Jennifer Schmid hat täglich mit dem Tod zu tun - sie ist Bestatterin. Im Video erfahrt ihr, welcher Trauerfall ihr nahe ging und wie sie im Beruf ihr privates Glück gefunden hat.

Sie ist erst 22 Jahre alt und trotzdem ist der Tod ihr täglicher Begleiter: Jennifer Schmid arbeitet als Bestatterin in Backnang. Die Erfahrungen im Beruf haben auch ihren Alltag verändert: "Ich weiß, dass jeder Tag der letzte sein kann", sagt die junge Frau. "So verabschiede ich mich auch von meinen Angehörigen: Seitdem ich Bestatterin bin, bin ich nie wieder im Streit mit jemandem auseinandergegangen." Man lebe auch intensiver, sagt sie.

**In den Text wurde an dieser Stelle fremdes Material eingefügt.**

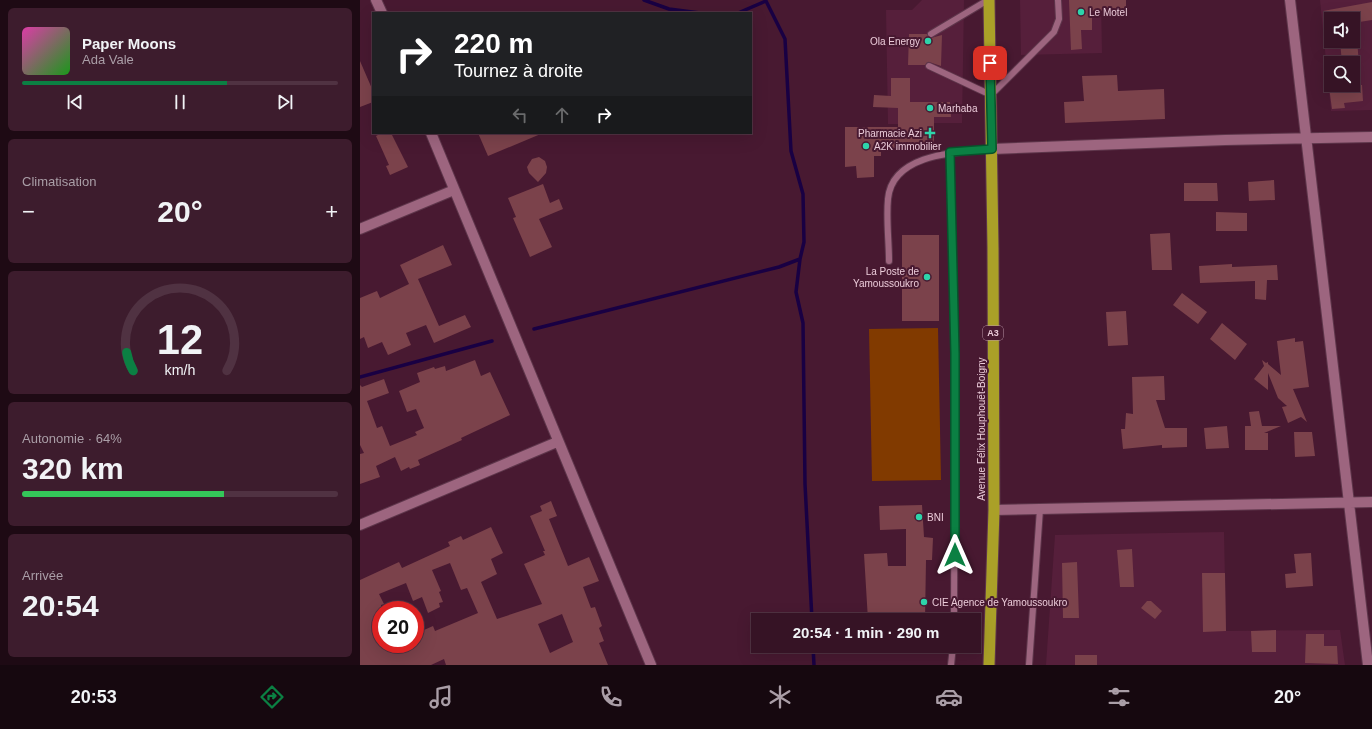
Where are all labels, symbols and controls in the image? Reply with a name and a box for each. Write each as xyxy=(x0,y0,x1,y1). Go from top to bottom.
marker: Le Motel xyxy=(1076,7,1086,17)
place label: Le Motel xyxy=(1089,7,1127,18)
map controls xyxy=(1324,12,1360,92)
button: sound xyxy=(1324,12,1360,48)
icon: right xyxy=(388,28,440,80)
text: 220 m xyxy=(454,28,533,59)
text: Paper Moons xyxy=(82,35,176,52)
place label: Ola Energy xyxy=(870,36,920,47)
marker: Ola Energy xyxy=(923,36,933,46)
pin xyxy=(973,46,1007,80)
text: Ada Vale xyxy=(82,52,134,67)
icon: arrive xyxy=(979,52,1001,74)
button: search xyxy=(1324,56,1360,92)
text: Tournez à droite xyxy=(454,61,583,81)
icon: previous xyxy=(64,91,86,113)
icon: pause xyxy=(169,91,191,113)
icon: next xyxy=(274,91,296,113)
marker: Marhaba xyxy=(925,103,935,113)
place label: Marhaba xyxy=(938,103,978,114)
icon: left xyxy=(509,104,531,126)
icon: ahead xyxy=(551,104,573,126)
icon: right xyxy=(593,104,615,126)
place label: Pharmacie Azi xyxy=(858,128,922,139)
marker: Pharmacie Azi xyxy=(925,128,935,138)
marker: A2K immobilier xyxy=(861,141,871,151)
place label: A2K immobilier xyxy=(874,141,942,152)
text: Climatisation xyxy=(22,174,96,189)
text: 20° xyxy=(157,195,203,228)
text: − xyxy=(22,199,35,224)
text: + xyxy=(325,199,338,224)
place label: La Poste de Yamoussoukro xyxy=(853,266,919,289)
marker: La Poste de Yamoussoukro xyxy=(922,272,932,282)
text: 12 xyxy=(157,315,203,362)
road number: A3 xyxy=(983,326,1003,340)
street label: Avenue Félix Houphouët-Boigny xyxy=(976,357,987,501)
text: km/h xyxy=(165,361,196,377)
text: Autonomie · 64% xyxy=(22,431,122,446)
text: 320 km xyxy=(22,452,124,485)
marker: BNI xyxy=(914,512,924,522)
place label: BNI xyxy=(927,512,944,523)
position arrow xyxy=(934,534,976,576)
text: Arrivée xyxy=(22,568,63,583)
text: 20:54 xyxy=(22,589,99,622)
marker: CIE Agence de Yamoussoukro xyxy=(919,597,929,607)
place label: CIE Agence de Yamoussoukro xyxy=(932,597,1068,608)
speed limit sign: 20 xyxy=(372,601,424,653)
text: 20:54 · 1 min · 290 m xyxy=(793,624,939,641)
icon: directions xyxy=(258,683,286,711)
icon: music xyxy=(427,683,455,711)
icon: phone xyxy=(597,683,625,711)
icon: climate xyxy=(766,683,794,711)
icon: car xyxy=(935,683,963,711)
icon: filters xyxy=(1105,683,1133,711)
text: 20:53 xyxy=(71,687,117,707)
text: 20° xyxy=(1274,687,1301,707)

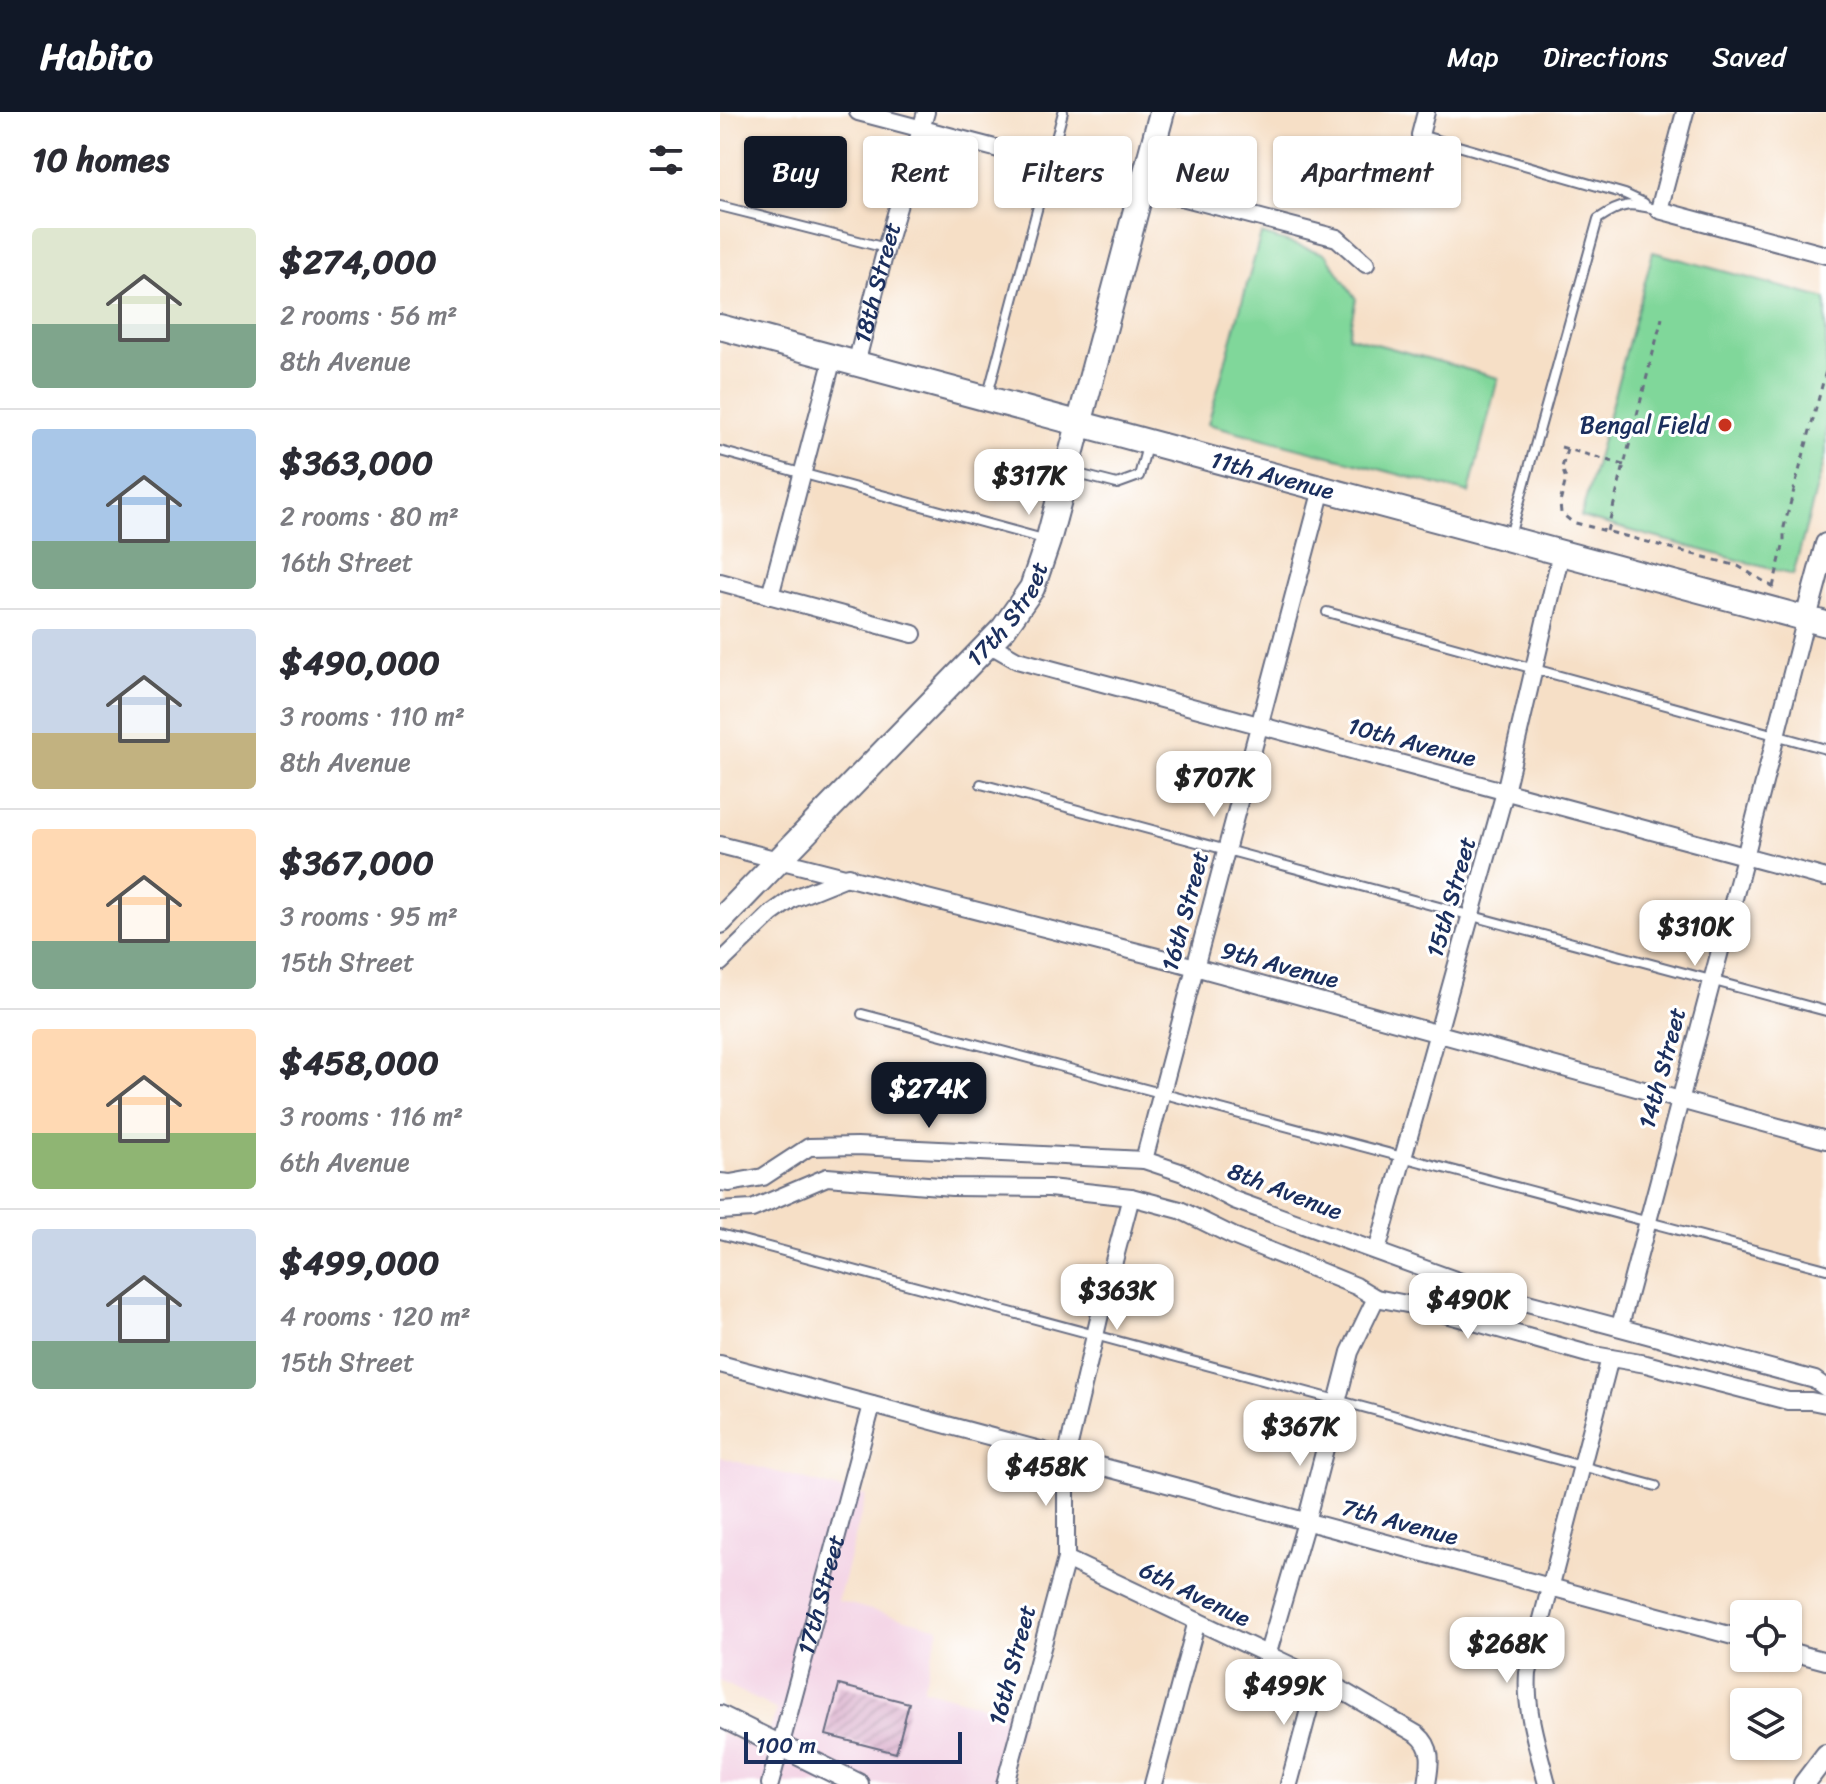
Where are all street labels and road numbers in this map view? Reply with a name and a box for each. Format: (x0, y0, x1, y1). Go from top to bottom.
street label: 18th Street (841, 217, 914, 348)
street label: 11th Avenue (1206, 439, 1339, 512)
street label: 17th Street (956, 556, 1060, 677)
street label: 10th Avenue (1343, 705, 1481, 779)
street label: 15th Street (1414, 832, 1488, 962)
street label: 16th Street (1149, 846, 1221, 976)
street label: 9th Avenue (1216, 929, 1344, 1001)
street label: 14th Street (1626, 1003, 1698, 1133)
street label: 8th Avenue (1221, 1150, 1349, 1232)
street label: 7th Avenue (1337, 1486, 1464, 1558)
street label: 17th Street (785, 1530, 857, 1660)
street label: 6th Avenue (1132, 1549, 1258, 1639)
street label: 16th Street (976, 1600, 1048, 1730)

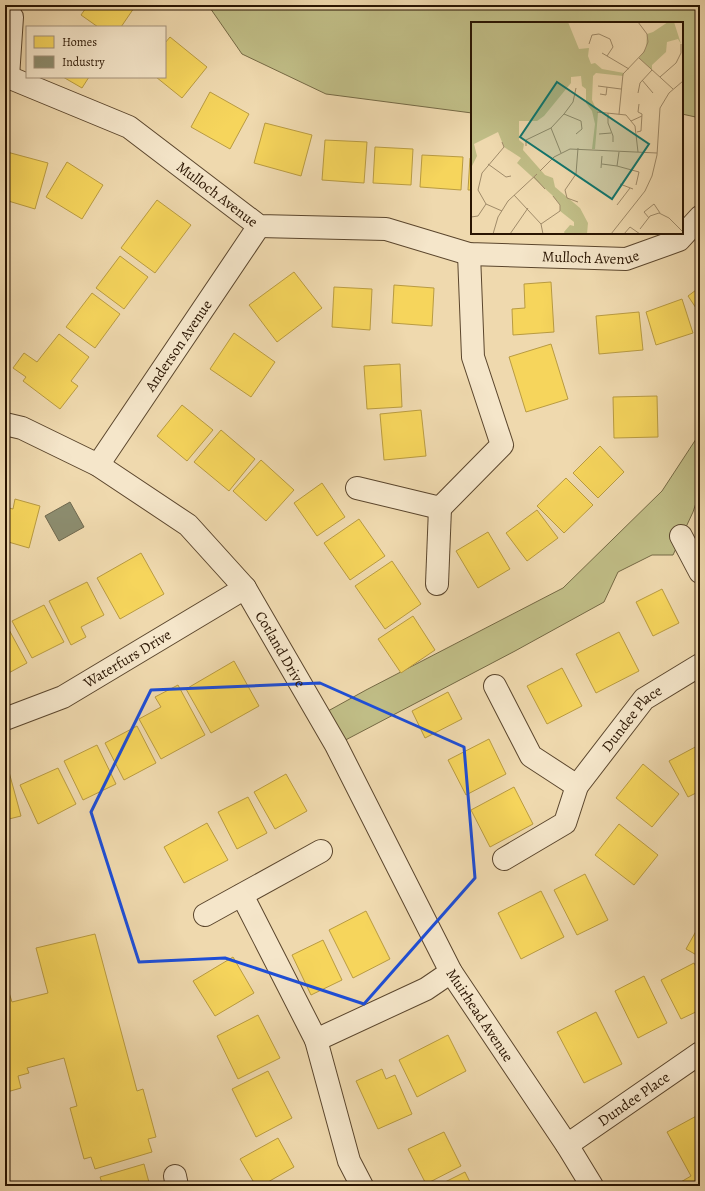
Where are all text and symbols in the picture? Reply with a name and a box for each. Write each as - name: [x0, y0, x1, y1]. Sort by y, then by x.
- inset map: [471, 22, 683, 234]
- legend: [26, 26, 166, 78]
- text: Homes: [62, 34, 97, 50]
- text: Industry: [62, 54, 105, 70]
- street label: Mulloch Avenue: [172, 157, 262, 232]
- street label: Mulloch Avenue: [542, 245, 642, 269]
- street label: Anderson Avenue: [140, 296, 217, 396]
- street label: Cotland Drive: [251, 607, 311, 691]
- street label: Waterfurs Drive: [79, 624, 175, 693]
- street label: Dundee Place: [597, 680, 666, 756]
- street label: Muirhead Avenue: [442, 965, 518, 1066]
- street label: Dundee Place: [594, 1067, 674, 1131]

Seit ich Bestatterin bin, bin ich nie wieder im Streit mit jemandem auseinandergegangen.

Jennifer

Für die Ausbildung muss man volljährig sein

Schon in der Schule hat Jennifer das Thema Leben und Tod fasziniert: "Es hat mich nie richtig losgelassen", sagt sie. Nach dem Abitur beschließt die damals 18-Jährige deshalb, eine Ausbildung zur Bestattungsfachkraft anzufangen. Für die Ausbildung muss man volljährig sein - aus gutem Grund, denn als Bestatter sieht man auch tragische Sterbefälle, beispielsweise Kinder oder Totgeburten. "Da sollte man die geistige Reife mitbringen", sagt Jennifer.

Ich bin Wegbegleiterin.

Jennifer

Jennifers Hauptaufgabe ist der organisatorische Teil, also alles hinter der Trauerfeier: der Blumenschmuck, die Grabart, Trauerkarten und Traueranzeigen - all das muss organisiert und in die Wege geleitet werden, wenn eine Person stirbt. Außerdem führt sie Trauergespräche und hört den Angehörigen zu. Die Bestatterin stellt sich immer vor, Wegbegleiterin zu sein, sagt sie: "Ich begleite die Angehörigen bis zu einem gewissen Punkt und dann lasse ich sie weitergehen."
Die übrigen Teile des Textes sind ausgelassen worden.